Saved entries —

*** Begin section ***

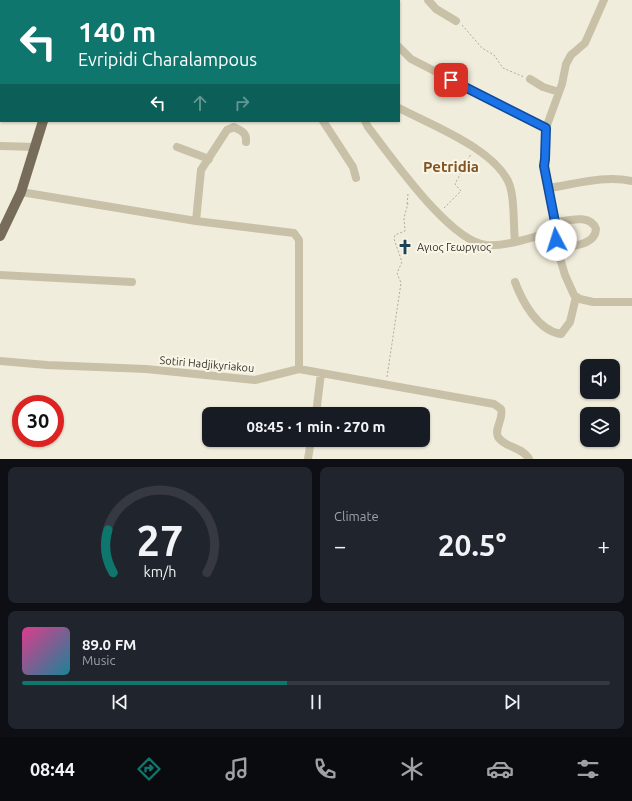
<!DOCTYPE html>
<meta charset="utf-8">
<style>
:root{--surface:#171b24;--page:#20242c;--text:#f1f3f6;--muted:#9ea1a6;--line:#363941;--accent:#0f766e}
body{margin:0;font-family:Ubuntu,sans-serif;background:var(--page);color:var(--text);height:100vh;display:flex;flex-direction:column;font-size:15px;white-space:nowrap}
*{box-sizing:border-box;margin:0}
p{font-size:13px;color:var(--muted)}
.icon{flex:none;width:22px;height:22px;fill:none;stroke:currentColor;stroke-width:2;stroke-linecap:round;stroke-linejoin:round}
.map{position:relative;height:459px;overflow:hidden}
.panel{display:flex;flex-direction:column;gap:8px;padding:8px;background:#0d0f14;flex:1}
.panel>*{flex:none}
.hud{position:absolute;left:0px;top:0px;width:400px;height:122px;box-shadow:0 1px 3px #0004;background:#0f766e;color:#fff;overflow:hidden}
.controls{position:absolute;left:580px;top:359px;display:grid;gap:8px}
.controls a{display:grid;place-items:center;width:40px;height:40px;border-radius:8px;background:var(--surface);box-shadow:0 1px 3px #0004;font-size:20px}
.speed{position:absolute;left:12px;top:395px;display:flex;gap:8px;font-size:20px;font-weight:700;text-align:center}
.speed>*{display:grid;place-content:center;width:52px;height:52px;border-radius:50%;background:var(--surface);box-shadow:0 1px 3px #0004;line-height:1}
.speed .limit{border:6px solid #d22;background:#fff;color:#111}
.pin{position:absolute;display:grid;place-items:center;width:34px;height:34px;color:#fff;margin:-17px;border-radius:8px;box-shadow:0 2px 6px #0006}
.me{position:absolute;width:44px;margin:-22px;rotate:355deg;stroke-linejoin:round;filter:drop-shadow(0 0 3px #0008)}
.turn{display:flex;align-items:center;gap:14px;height:84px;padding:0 12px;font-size:18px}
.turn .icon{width:52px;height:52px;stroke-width:2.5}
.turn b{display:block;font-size:28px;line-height:34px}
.lanes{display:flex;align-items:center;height:38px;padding:0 12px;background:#0003;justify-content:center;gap:20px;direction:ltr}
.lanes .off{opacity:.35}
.big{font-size:30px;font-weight:700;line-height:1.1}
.panel .card{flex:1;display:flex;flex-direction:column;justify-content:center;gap:6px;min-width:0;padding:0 14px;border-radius:8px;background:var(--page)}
.panel .dial{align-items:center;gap:0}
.dial svg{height:104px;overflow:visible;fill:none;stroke:var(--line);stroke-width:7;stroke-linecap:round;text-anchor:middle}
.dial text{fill:var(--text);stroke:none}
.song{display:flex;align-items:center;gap:12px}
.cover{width:48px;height:48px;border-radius:6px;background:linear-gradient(135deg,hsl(330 70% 55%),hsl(190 70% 35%))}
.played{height:4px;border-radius:2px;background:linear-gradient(90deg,var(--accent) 45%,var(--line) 45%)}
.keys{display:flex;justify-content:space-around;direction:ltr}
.heat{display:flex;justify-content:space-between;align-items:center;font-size:22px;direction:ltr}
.panel .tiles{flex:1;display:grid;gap:8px;grid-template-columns:1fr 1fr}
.card:last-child{grid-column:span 2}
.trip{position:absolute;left:202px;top:407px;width:228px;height:40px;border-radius:8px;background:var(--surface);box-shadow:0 1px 3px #0004;font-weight:700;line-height:40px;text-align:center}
.tab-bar{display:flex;height:64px;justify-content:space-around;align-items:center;background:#090b0e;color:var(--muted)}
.tab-bar .icon{width:28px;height:28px}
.tab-bar .selected{color:var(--accent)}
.tab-bar b{font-size:18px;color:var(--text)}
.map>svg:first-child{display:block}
</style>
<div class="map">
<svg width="632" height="459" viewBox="0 0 632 459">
<rect width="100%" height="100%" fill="#f1eddc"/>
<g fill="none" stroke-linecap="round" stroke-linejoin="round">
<path stroke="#b5aa92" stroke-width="1" stroke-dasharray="2 2" stroke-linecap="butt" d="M462,25l20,23 12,7 9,13 21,9
M407,204l1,-10
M444,208l17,-17 -6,-7 16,-30
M387,377l14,-94 -4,-10 5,-11 -8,-23 1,-4 10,-4 -1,-13 4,-15"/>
<path stroke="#c9c0a8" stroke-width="8" d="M13,0l1,1
M387,0v1
M428,0l8,9 20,12
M604,0l-19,43 -14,12 -5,9 -4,20 -16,44 -2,38 11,56 2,26 8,27 9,20 6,4 13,3h39
M399,47l12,12 135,69
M530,79l13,8 16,5
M0,85h1
M0,100h1
M399,108c32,17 99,42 111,78 5,16 3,37 5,55
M323,121l30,46 3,11
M365,121l3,6c23,29 81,114 118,118 20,2 50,-9 69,-14
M0,146l36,1
M177,147l32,12
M549,188c27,-4 56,-13 83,-7
M21,192l175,29 98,12 5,7v129
M196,221l5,-51 26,-40 7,-3c8,4 13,6 12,15
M555,222c12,-1 35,-9 41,7 -1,17 -26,17 -39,19
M0,275l132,7
M515,282c7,19 23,49 46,52l9,-12 6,-25
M0,361l47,4 99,4 109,11 44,-11 195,35 7,5c3,10 -7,19 -3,28 7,11 25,10 31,22
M316,414l5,-41
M308,459l3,-19"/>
<path stroke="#776c59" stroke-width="10" d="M101,1l1,-1
M0,236l21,-44 22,-71"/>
</g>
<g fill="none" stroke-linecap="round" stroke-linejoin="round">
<g stroke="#114b97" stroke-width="10">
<path id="route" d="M451,80l95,48 -1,31 -1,7 11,56 1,18"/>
</g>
<use href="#route" stroke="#1a73e8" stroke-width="7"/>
</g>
<defs>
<g id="church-bare" transform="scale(1.2)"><path d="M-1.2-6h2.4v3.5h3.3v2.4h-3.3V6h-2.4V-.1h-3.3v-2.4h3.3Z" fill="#1f4356" stroke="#f9f6e8" stroke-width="2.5" paint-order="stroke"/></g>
</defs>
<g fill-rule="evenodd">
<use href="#church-bare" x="405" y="247"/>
</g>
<g text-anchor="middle" stroke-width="4" stroke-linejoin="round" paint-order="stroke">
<g font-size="11" fill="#363028" stroke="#f9f6e8" text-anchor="start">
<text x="417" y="251">Αγιος Γεωργιος</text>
</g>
<g font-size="11" fill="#363028" stroke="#f9f6e8">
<text transform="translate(207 364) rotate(5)" y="4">Sotiri Hadjikyriakou</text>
</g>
<g font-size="15" font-weight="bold" fill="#825423" stroke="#f9f6e8">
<text x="451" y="172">Petridia</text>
</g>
</g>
</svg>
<div class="controls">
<a><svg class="icon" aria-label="sound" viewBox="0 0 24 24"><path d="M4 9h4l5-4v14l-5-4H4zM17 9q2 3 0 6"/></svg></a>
<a><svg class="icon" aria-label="layers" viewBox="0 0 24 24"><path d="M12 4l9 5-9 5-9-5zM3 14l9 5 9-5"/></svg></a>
</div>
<div class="speed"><div class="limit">30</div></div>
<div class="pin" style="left:451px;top:80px;background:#d93025"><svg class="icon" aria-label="arrive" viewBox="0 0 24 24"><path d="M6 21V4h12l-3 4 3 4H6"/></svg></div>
<svg class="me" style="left:556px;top:240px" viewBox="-20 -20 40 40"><circle r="19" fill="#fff"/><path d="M0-13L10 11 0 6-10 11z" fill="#1a73e8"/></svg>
<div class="trip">08:45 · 1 min · 270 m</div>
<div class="hud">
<div class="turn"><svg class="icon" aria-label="left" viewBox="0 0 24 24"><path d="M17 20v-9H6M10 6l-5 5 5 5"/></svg><div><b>140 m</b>Evripidi Charalampous</div></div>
<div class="lanes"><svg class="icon" aria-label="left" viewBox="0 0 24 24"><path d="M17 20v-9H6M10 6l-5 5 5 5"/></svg><svg class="icon off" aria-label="ahead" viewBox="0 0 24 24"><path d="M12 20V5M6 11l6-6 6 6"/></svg><svg class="icon off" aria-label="right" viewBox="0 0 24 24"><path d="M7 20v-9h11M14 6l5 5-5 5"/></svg></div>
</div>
</div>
<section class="panel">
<div class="tiles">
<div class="card dial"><svg viewBox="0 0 100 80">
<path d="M14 69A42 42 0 1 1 86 69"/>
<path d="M14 69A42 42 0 0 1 10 36" stroke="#0f766e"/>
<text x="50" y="56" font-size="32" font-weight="700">27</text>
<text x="50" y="72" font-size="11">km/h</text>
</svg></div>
<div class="card"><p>Climate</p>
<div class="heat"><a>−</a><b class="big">20.5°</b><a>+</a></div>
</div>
<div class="card">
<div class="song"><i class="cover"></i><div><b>89.0 FM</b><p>Music</p></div></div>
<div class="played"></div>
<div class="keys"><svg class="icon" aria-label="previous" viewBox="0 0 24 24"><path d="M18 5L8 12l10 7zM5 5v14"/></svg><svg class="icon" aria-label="pause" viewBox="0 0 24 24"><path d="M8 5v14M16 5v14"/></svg><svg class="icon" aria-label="next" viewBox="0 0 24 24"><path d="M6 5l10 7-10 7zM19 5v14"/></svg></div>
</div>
</div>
</section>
<nav class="tab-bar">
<b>08:44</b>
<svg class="icon selected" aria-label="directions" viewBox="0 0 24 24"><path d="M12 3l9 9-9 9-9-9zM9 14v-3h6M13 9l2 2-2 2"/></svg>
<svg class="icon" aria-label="music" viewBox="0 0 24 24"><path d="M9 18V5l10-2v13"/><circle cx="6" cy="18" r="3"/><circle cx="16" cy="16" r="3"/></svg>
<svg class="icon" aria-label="phone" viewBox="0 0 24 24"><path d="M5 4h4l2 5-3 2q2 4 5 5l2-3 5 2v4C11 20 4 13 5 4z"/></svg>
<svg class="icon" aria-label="climate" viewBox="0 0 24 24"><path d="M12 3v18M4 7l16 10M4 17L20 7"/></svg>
<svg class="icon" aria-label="car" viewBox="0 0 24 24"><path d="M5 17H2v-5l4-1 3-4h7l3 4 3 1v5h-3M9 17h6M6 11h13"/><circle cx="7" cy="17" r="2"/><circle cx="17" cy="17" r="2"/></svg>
<svg class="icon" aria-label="filters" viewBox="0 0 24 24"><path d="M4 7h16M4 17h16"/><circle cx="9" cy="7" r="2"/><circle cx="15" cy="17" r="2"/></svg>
</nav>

*** End section ***

From the records above, transcribe without alteration every line from the one with "21V4h12l-3 4 3" to the one with "3l9 9-9 9-9-9zM9", inclusive.

Reply —
<div class="pin" style="left:451px;top:80px;background:#d93025"><svg class="icon" aria-label="arrive" viewBox="0 0 24 24"><path d="M6 21V4h12l-3 4 3 4H6"/></svg></div>
<svg class="me" style="left:556px;top:240px" viewBox="-20 -20 40 40"><circle r="19" fill="#fff"/><path d="M0-13L10 11 0 6-10 11z" fill="#1a73e8"/></svg>
<div class="trip">08:45 · 1 min · 270 m</div>
<div class="hud">
<div class="turn"><svg class="icon" aria-label="left" viewBox="0 0 24 24"><path d="M17 20v-9H6M10 6l-5 5 5 5"/></svg><div><b>140 m</b>Evripidi Charalampous</div></div>
<div class="lanes"><svg class="icon" aria-label="left" viewBox="0 0 24 24"><path d="M17 20v-9H6M10 6l-5 5 5 5"/></svg><svg class="icon off" aria-label="ahead" viewBox="0 0 24 24"><path d="M12 20V5M6 11l6-6 6 6"/></svg><svg class="icon off" aria-label="right" viewBox="0 0 24 24"><path d="M7 20v-9h11M14 6l5 5-5 5"/></svg></div>
</div>
</div>
<section class="panel">
<div class="tiles">
<div class="card dial"><svg viewBox="0 0 100 80">
<path d="M14 69A42 42 0 1 1 86 69"/>
<path d="M14 69A42 42 0 0 1 10 36" stroke="#0f766e"/>
<text x="50" y="56" font-size="32" font-weight="700">27</text>
<text x="50" y="72" font-size="11">km/h</text>
</svg></div>
<div class="card"><p>Climate</p>
<div class="heat"><a>−</a><b class="big">20.5°</b><a>+</a></div>
</div>
<div class="card">
<div class="song"><i class="cover"></i><div><b>89.0 FM</b><p>Music</p></div></div>
<div class="played"></div>
<div class="keys"><svg class="icon" aria-label="previous" viewBox="0 0 24 24"><path d="M18 5L8 12l10 7zM5 5v14"/></svg><svg class="icon" aria-label="pause" viewBox="0 0 24 24"><path d="M8 5v14M16 5v14"/></svg><svg class="icon" aria-label="next" viewBox="0 0 24 24"><path d="M6 5l10 7-10 7zM19 5v14"/></svg></div>
</div>
</div>
</section>
<nav class="tab-bar">
<b>08:44</b>
<svg class="icon selected" aria-label="directions" viewBox="0 0 24 24"><path d="M12 3l9 9-9 9-9-9zM9 14v-3h6M13 9l2 2-2 2"/></svg>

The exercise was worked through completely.